Sunday, February 14, 2021

Fun with words: on judging a poetry contest (2.14.21)

I was recently invited to judge poems for a contest sponsored by the North Carolina Poetry Society.  The contest is the Travis Tuck Jordan Poetry Award for young students from the third to fifth grade.  Years past, I might have turned this opportunity down (then again, maybe I wouldn't have!), but I'm awfully glad I accepted the challenge for this year's award contest.

The organizers sent me a sheaf of 22 poems ranging in subject from "nature" to "where I'm from" to "what if" and "places."  (I'm guessing the teachers of these young writers have had their Kenneth Koch rose where'd you get that red training, given these types of prompts.)  My job is to select a first, second and third place poem along with three notable mentions.

Anyway, when I asked the organizer whether the contest might have some editorial standards in place for me to judge by, I of course was thinking about all the juried contests and publications I've submitted to over the years.  Then I thought again, Why would a third grader need an editorial guideline, and what would that possibly mean to an 8 year old kid?  The organizer replied that he'd be grateful if I could just explain why I chose the winning poems.

What would constitute an award-winning poem from these kid poets?  Knowledge of forms?  Ha!  Use of irony?  Sorry the poet who slings emotional detachment at 10 years old.  How about facility with metaphors and other figures?  Come on! or Kumon!  Or maybe "depth of feeling."  Seriously?  Or poetic subject.  God help me and the fifth grade kid who writes about death or love renounced or alienation . . . or THE SELF.

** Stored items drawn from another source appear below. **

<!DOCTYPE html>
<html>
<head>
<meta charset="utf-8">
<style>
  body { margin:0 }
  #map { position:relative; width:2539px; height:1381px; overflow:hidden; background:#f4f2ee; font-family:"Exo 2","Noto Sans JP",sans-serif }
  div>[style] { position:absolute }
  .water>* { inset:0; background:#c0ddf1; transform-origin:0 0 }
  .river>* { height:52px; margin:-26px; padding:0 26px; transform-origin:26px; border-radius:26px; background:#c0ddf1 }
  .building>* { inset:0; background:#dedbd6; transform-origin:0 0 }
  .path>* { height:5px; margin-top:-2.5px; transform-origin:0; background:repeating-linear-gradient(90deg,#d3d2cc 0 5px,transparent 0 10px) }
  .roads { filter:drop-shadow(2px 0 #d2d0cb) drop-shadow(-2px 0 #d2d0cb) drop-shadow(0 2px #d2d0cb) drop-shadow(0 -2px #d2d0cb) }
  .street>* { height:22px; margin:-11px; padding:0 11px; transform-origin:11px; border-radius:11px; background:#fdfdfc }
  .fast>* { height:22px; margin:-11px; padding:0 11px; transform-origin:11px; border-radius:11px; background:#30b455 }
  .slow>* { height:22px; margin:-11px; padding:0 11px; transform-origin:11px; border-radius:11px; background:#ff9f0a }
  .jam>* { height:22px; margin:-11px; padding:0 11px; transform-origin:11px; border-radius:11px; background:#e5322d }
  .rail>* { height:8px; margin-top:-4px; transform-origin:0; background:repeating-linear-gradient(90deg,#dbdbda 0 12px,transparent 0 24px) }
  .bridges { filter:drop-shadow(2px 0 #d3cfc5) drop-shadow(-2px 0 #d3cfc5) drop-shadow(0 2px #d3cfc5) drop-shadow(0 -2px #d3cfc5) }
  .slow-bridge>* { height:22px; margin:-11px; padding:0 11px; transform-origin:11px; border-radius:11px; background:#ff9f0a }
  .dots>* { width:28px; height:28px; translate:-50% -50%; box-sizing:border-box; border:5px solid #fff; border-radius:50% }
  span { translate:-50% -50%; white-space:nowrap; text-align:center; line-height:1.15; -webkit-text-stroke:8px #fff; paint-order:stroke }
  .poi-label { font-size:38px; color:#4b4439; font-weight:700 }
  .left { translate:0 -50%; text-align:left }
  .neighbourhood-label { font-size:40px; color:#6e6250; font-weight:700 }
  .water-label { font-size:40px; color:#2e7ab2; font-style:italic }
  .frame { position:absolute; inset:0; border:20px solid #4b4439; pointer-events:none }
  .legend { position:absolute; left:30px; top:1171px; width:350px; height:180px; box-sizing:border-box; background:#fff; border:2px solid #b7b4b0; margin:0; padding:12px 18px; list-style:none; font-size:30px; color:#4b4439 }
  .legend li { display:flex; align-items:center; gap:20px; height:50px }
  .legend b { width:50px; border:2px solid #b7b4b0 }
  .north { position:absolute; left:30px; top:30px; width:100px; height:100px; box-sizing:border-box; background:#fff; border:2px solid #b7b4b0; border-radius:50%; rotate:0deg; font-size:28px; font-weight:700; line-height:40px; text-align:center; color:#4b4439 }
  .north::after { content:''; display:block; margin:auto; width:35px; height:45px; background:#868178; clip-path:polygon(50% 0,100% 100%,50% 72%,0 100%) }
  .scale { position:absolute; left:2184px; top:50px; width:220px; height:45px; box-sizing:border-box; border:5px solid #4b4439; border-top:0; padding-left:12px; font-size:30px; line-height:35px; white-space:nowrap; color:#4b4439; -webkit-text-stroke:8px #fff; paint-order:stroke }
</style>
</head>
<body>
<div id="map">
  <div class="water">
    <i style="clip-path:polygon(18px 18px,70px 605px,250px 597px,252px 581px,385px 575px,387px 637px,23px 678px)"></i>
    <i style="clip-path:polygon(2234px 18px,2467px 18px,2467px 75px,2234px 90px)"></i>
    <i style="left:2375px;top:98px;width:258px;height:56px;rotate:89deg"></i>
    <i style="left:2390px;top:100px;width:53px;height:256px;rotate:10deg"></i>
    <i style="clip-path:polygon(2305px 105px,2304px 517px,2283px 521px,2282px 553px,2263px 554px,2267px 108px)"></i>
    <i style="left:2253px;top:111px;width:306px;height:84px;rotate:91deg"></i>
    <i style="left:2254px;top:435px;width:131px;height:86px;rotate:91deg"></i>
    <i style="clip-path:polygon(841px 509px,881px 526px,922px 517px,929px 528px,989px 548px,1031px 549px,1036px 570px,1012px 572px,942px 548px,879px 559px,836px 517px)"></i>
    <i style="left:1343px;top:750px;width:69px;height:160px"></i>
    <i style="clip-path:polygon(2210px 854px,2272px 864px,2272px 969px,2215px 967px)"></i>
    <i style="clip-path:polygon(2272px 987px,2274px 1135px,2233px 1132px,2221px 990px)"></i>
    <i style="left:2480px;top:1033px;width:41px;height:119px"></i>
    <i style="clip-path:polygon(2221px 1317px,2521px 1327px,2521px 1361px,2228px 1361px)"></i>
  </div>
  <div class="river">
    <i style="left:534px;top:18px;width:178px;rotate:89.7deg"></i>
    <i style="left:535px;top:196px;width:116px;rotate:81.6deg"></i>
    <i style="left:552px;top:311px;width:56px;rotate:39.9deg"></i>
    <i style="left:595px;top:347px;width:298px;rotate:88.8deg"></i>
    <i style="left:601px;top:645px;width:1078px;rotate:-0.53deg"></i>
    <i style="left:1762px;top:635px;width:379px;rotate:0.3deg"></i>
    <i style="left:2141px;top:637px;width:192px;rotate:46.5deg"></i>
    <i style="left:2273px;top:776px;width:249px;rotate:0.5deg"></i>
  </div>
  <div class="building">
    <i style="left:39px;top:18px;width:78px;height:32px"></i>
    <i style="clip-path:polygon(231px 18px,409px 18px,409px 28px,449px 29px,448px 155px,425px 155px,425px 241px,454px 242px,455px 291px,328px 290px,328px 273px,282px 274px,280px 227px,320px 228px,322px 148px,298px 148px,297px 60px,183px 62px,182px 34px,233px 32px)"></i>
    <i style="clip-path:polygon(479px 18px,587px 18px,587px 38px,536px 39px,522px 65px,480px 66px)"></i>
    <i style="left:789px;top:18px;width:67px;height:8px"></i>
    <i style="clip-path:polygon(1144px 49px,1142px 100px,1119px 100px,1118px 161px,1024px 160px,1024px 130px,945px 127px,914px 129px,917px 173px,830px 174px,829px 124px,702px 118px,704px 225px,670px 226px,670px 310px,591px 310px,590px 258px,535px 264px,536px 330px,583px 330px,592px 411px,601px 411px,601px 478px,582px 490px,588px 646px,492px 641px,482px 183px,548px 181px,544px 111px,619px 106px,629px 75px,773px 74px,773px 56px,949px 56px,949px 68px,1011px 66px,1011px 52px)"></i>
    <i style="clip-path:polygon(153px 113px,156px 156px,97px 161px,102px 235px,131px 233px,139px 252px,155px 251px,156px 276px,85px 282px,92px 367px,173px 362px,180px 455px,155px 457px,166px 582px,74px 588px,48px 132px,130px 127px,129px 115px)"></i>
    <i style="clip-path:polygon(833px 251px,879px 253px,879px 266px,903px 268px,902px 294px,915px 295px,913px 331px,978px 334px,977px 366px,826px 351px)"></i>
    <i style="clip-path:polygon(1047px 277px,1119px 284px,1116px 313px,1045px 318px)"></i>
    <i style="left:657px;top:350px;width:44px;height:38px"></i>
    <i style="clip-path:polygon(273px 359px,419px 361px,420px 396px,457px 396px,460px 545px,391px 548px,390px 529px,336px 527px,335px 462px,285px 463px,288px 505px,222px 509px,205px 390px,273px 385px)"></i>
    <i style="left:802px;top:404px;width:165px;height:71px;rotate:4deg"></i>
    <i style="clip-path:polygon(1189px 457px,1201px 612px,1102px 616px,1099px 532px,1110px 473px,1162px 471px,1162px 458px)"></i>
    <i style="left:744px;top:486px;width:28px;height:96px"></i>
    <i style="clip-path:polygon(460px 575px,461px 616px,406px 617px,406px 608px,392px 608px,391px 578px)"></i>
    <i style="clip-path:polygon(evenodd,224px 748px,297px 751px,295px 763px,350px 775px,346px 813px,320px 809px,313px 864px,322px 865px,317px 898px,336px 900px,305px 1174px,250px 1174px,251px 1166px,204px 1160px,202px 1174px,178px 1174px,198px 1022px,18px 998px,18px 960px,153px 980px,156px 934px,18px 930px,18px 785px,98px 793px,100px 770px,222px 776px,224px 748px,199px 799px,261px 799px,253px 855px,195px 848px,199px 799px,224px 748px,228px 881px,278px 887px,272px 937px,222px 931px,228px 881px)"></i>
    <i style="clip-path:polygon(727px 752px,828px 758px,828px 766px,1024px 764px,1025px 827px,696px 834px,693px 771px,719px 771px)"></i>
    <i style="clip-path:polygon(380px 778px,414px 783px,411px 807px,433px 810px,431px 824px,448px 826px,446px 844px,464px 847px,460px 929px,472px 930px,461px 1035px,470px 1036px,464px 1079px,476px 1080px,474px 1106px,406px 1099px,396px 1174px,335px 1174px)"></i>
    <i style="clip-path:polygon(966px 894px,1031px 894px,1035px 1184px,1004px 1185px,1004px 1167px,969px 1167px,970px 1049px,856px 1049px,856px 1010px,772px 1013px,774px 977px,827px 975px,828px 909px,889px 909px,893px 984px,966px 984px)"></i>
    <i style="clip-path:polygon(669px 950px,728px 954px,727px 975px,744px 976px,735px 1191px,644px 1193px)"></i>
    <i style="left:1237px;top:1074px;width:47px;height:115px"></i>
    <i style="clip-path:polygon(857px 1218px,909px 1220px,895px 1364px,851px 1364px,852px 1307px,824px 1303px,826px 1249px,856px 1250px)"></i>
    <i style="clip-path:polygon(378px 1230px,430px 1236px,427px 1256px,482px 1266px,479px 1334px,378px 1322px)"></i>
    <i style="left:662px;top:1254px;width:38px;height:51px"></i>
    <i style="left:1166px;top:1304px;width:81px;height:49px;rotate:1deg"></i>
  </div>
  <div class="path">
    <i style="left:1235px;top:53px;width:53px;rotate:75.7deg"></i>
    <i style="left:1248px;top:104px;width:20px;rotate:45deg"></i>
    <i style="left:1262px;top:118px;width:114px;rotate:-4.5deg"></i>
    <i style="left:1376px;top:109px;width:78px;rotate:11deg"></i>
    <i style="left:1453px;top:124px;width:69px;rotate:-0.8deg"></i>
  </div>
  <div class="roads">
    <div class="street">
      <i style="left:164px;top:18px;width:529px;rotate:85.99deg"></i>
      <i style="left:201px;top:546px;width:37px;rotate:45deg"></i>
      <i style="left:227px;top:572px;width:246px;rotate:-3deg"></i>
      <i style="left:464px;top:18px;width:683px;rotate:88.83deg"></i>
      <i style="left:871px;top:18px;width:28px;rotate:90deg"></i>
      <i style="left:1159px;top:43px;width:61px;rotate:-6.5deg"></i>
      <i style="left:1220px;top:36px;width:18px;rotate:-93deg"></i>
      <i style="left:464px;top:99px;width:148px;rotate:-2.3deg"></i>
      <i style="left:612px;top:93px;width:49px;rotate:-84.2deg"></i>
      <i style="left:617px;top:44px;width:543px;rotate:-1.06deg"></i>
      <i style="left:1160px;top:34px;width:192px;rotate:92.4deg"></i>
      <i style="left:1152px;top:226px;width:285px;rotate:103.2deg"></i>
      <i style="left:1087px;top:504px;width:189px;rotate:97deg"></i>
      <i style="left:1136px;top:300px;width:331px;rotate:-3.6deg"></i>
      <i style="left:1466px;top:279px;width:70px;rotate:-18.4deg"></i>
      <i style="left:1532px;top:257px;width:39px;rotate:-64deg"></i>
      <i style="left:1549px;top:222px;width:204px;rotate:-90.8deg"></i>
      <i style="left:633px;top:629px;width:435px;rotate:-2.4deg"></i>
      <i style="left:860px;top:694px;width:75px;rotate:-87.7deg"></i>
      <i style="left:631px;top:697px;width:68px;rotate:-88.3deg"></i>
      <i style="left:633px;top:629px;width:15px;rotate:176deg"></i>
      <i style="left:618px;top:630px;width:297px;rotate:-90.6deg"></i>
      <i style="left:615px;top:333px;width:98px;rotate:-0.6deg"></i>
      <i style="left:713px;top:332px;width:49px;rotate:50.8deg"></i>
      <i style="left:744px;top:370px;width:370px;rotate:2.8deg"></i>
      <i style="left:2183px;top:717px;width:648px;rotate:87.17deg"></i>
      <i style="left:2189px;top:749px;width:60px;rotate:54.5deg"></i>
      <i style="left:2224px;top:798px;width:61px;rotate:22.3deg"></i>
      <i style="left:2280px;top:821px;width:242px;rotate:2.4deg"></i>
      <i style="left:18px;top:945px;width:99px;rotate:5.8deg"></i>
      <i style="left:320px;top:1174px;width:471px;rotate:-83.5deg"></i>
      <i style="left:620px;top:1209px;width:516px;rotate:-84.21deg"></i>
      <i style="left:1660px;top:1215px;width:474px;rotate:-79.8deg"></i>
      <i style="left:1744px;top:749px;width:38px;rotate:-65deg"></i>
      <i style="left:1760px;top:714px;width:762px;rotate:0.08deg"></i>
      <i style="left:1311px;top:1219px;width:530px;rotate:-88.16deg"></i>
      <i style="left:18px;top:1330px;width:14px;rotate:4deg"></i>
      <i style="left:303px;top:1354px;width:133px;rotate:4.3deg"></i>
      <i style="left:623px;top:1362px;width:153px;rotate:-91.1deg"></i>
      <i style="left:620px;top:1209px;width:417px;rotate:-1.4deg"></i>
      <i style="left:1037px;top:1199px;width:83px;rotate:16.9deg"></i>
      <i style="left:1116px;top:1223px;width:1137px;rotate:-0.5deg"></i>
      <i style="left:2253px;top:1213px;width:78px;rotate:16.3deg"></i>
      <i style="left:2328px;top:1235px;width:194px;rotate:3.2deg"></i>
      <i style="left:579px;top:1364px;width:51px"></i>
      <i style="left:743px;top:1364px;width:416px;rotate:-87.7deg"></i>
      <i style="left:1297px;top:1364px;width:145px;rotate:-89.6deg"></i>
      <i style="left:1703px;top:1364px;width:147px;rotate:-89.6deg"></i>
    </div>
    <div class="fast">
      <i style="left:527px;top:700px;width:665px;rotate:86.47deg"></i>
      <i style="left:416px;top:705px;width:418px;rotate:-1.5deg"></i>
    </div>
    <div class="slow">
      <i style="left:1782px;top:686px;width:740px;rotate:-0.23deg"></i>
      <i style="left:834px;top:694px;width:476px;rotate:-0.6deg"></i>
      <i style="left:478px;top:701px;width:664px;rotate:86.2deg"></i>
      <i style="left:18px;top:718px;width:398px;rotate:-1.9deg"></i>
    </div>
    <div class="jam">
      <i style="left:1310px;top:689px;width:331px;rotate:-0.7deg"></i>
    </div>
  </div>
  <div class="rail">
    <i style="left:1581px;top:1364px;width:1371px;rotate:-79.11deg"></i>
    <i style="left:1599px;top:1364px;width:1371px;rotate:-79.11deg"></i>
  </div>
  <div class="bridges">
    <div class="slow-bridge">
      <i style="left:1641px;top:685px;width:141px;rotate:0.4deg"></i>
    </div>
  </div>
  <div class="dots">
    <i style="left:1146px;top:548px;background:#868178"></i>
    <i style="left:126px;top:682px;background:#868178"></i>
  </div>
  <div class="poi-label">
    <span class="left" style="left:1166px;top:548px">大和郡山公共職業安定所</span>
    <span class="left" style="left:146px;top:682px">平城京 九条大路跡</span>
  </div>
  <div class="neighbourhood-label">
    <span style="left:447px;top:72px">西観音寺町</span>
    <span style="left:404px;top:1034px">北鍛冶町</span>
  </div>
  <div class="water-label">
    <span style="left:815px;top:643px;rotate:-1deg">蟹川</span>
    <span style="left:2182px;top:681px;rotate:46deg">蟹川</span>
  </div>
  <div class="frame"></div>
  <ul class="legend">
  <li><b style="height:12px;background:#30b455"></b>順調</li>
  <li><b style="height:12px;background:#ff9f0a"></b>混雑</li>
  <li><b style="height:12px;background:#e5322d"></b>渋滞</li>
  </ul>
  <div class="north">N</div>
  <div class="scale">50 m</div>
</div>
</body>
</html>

Then I thought about what really makes a poem a poem, things like sound and rhythm, things like the materiality, plasticity of language.  What I should be looking for in the batch of poems I received in the mail the other day is FUN WITH WORDS.  

Or put another way, the writer's awareness that she's working with words, that words are shapeable and palpable and alive, that only in poems can we approach language as anything other than a useful technology for expressing our thoughts and feelings.  What I should be looking for in these poems is each writer's willingness to push words around for effect.

Don't get me wrong here.  The poems I read all express their writers' thoughts and feelings . . . and kudos to all for summoning the courage to lay out their hearts on paper!  But the best of these poems--the so-called "winners"--go a step further.  They mess around with words.

So if I have criteria for judging a poetry awards contest, that would be it: the best poems are little language experiments; their writers may or may not make meaning through them, but they definitely are having FUN WITH WORDS.